About

Graduate Student and Research Assistant

I am currently pursuing an MS at Iowa State University, where my research focuses on offline reinforcement learning methods. I am developing generative models for autonomous racing robotic cars and working on bridging the sim-to-real gap with an emphasis on safety. Prior to starting my MS, I worked as an R&D engineer specializing in robot navigation and computer vision. I earned my undergraduate degree in Mechanical Engineering from the Institute of Engineering at Tribhuvan University.

Graduate Research

Completed Manuscripts:

 

Koirala, Prajwal, Zhanhong Jiang, Soumik Sarkar and Cody Fleming. "Latent Safety-Constrained Policy Approach for Safe Offline Reinforcement Learning." (2024).

Status: Paper accepted at ICLR 2025. Link: https://arxiv.org/abs/2412.08794

Abstract: In safe offline reinforcement learning, the objective is to develop a policy that maximizes cumulative rewards while strictly adhering to safety constraints, utilizing only offline data. Traditional methods often face difficulties in balancing these constraints, leading to either diminished performance or increased safety risks. We address these issues with a novel approach that begins by learning a conservatively safe policy through the use of Conditional Variational Autoencoders, which model the latent safety constraints. Subsequently, we frame this as a Constrained Reward-Return Maximization problem, wherein the policy aims to optimize rewards while complying with the inferred latent safety constraints. This is achieved by training an encoder with a reward-Advantage Weighted Regression objective within the latent constraint space. Our methodology is supported by theoretical analysis, including bounds on policy performance and sample complexity. Extensive empirical evaluation on benchmark datasets, including challenging autonomous driving scenarios, demonstrates that our approach not only maintains safety compliance but also excels in cumulative reward optimization, surpassing existing methods. Additional visualizations provide further insights into the effectiveness and underlying mechanisms of our approach.

 

Koirala, Prajwal, and Cody Fleming. "Solving Offline Reinforcement Learning with Decision Tree Regression." (2024).

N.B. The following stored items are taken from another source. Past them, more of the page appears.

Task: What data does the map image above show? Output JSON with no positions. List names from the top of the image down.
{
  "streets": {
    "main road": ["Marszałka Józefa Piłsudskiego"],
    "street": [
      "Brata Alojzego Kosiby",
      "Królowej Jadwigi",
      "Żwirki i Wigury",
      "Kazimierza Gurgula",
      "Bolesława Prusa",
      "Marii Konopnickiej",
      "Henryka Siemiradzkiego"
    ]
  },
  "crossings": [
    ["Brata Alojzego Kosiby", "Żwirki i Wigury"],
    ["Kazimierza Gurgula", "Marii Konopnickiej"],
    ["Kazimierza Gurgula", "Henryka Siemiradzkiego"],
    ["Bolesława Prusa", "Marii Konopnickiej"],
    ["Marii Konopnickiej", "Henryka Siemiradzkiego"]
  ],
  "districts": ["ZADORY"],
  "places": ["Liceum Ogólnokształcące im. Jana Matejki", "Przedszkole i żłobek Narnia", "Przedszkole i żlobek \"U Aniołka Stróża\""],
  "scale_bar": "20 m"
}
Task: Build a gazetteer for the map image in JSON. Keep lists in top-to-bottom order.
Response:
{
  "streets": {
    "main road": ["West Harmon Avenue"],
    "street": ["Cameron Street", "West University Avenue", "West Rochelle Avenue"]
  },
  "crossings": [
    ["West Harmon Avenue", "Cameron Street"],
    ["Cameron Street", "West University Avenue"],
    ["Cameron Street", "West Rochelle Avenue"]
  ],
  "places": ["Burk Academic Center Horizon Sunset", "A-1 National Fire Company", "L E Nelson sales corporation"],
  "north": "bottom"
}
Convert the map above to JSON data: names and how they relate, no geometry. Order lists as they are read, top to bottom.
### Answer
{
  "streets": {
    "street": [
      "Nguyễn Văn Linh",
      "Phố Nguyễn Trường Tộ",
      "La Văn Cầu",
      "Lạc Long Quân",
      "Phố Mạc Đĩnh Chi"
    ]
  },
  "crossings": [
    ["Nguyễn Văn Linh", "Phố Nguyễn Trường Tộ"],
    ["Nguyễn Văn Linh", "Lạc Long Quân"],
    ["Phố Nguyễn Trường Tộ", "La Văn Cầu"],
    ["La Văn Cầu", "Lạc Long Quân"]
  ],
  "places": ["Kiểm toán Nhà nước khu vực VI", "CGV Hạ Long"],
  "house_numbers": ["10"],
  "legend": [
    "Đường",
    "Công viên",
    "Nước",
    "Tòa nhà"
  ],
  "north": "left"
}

Status: Paper accepted at CoRL 2024. Link: https://openreview.net/pdf?id=eTRncsYYdv

Abstract: This study presents a novel approach to addressing offline reinforcement learning (RL) problems by reframing them as regression tasks that can be effectively solved using Decision Trees. Mainly, we introduce two distinct frameworks: return-conditioned and return-weighted decision tree policies (RCDTP and RWDTP), both of which achieve notable speed in agent training as well as inference, with training typically lasting less than a few minutes. Despite the simplification inherent in this reformulated approach to offline RL, our agents demonstrate performance that is at least on par with the established methods. We evaluate our methods on D4RL datasets for locomotion and manipulation, as well as other robotic tasks involving wheeled and flying robots. Additionally, we assess performance in delayed/sparse reward scenarios and highlight the explainability of these policies through action distribution and feature importance.

 

Koirala, Prajwal, and Cody Fleming. "F1tenth Autonomous Racing With Offline Reinforcement Learning Methods." (2024).

Status: Paper accepted at IEEE ITSC 2024. Link: https://arxiv.org/abs/2408.04198

Abstract: Autonomous racing serves as a critical platform for evaluating automated driving systems and enhancing vehicle mobility intelligence. This work investigates offline reinforcement learning methods to train agents within the dynamic F1tenth racing environment. The study begins by exploring the challenges of online training in the Austria race track environment, where agents consistently fail to complete the laps. Consequently, this research pivots towards an offline strategy, leveraging `expert' demonstration dataset to facilitate agent training. A waypoint-based suboptimal controller is developed to gather data with successful lap episodes. This data is then employed to train offline learning-based algorithms, with a subsequent analysis of the agents' cross-track performance, evaluating their zero-shot transferability from seen to unseen scenarios and their capacity to adapt to changes in environment dynamics. Beyond mere algorithm benchmarking in autonomous racing scenarios, this study also introduces and describes the machinery of our return-conditioned decision tree-based policy, comparing its performance with methods that employ fully connected neural networks, Transformers, and Diffusion Policies and highlighting some insights into method selection for training autonomous agents in driving interactions.

 

 

Ongoing Research

"Collision Avoidance in Multiagent Navigation with Deep Reinforcement Learning."

Status: Work in progress.